-- Activity --
From the entries below, tally how many lines contain "screen" and report only that figure.

-- Provided entries --
--
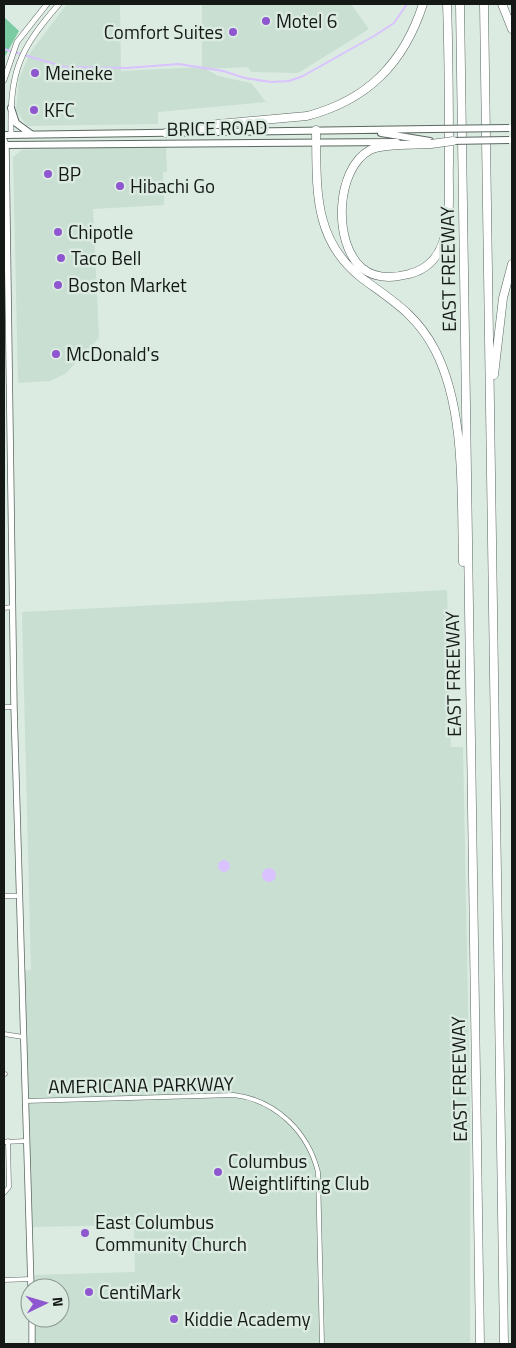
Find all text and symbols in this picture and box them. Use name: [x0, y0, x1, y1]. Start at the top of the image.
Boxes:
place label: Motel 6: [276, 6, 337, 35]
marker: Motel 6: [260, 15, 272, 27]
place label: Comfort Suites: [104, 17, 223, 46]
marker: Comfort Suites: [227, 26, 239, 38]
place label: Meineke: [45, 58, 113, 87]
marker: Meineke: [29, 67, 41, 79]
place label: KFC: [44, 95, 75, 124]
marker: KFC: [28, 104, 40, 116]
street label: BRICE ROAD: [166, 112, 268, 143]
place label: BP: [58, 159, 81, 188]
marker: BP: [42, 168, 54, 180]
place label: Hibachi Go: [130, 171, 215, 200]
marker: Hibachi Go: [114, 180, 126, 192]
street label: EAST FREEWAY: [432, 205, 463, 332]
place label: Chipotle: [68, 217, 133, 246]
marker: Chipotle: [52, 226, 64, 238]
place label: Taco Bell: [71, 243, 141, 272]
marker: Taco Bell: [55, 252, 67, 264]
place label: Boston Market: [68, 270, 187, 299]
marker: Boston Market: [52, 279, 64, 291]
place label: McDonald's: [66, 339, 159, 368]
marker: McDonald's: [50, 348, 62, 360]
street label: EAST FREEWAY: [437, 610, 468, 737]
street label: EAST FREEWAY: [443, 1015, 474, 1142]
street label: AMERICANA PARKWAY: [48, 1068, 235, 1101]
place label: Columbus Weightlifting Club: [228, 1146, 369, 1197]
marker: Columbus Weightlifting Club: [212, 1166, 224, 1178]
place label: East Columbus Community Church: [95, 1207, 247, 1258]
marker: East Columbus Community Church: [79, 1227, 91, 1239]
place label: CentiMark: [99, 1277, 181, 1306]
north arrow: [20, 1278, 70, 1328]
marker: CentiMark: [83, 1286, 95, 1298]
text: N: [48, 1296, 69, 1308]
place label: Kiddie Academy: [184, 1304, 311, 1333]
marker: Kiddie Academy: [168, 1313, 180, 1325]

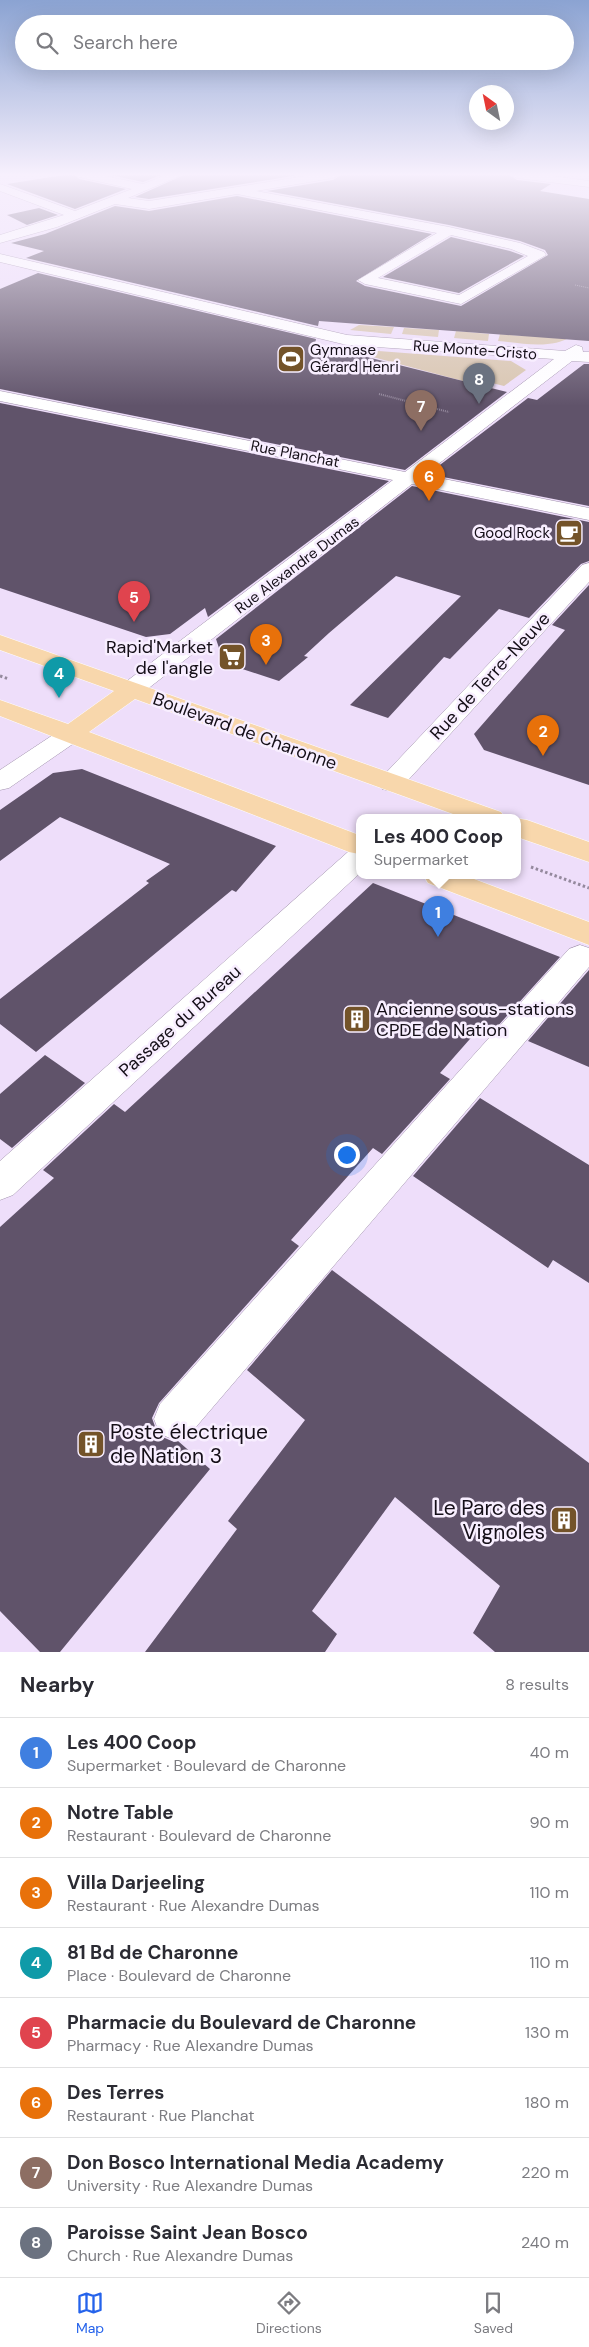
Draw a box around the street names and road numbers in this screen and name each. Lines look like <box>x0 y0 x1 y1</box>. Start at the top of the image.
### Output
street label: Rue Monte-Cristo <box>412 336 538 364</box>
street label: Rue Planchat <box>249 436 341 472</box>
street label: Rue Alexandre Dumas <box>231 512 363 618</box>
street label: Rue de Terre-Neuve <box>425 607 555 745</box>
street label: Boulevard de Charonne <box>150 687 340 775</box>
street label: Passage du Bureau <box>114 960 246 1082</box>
--
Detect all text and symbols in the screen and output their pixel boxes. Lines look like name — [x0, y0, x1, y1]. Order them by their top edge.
--
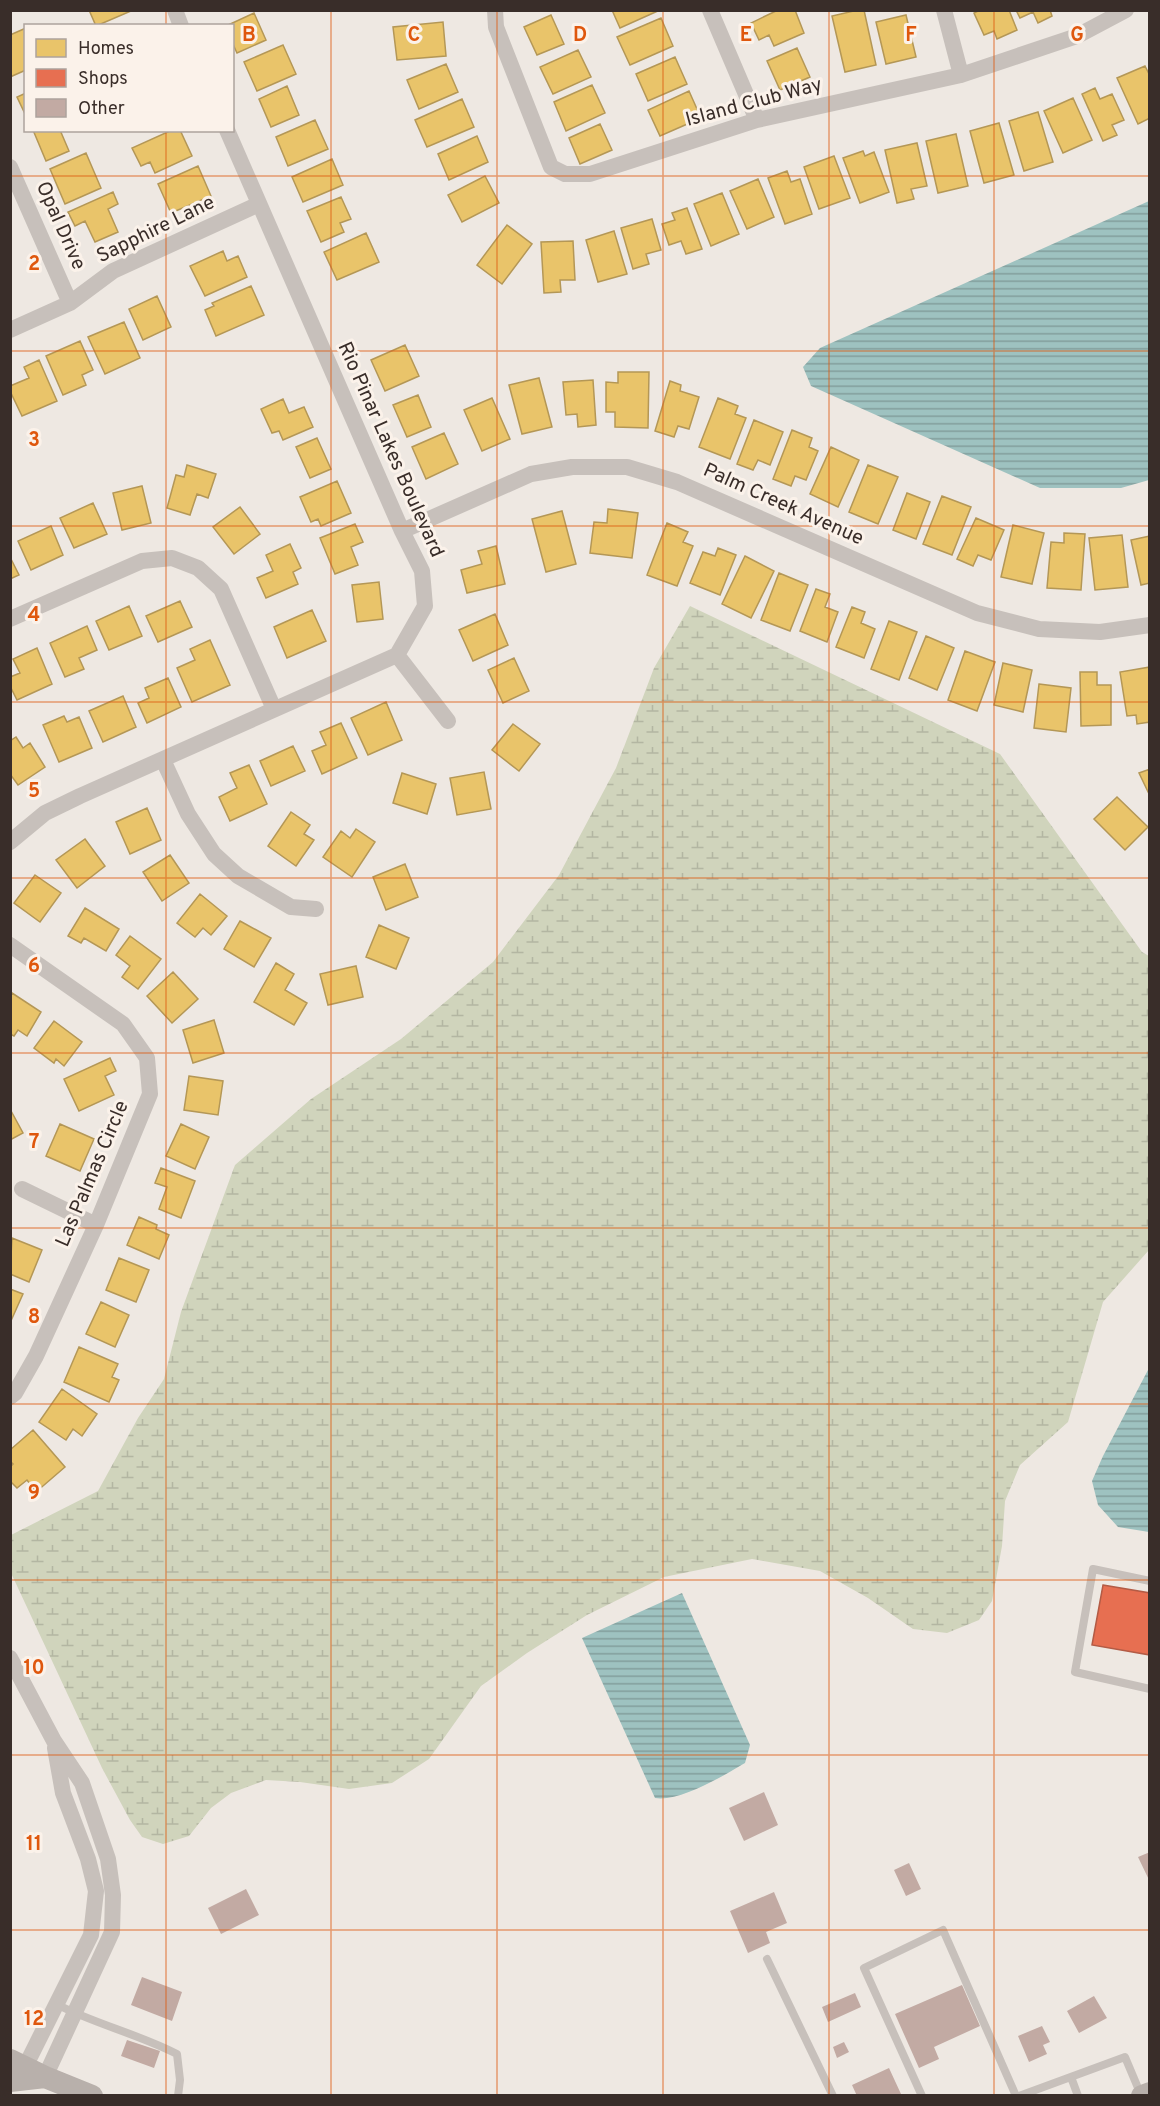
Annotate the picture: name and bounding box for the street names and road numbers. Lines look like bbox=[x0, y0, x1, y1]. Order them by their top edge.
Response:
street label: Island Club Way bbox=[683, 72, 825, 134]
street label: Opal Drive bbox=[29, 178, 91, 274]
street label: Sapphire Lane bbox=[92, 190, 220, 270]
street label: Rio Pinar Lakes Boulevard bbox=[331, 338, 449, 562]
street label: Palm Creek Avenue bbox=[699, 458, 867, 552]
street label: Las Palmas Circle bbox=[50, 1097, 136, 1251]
--
-- Answer box --
2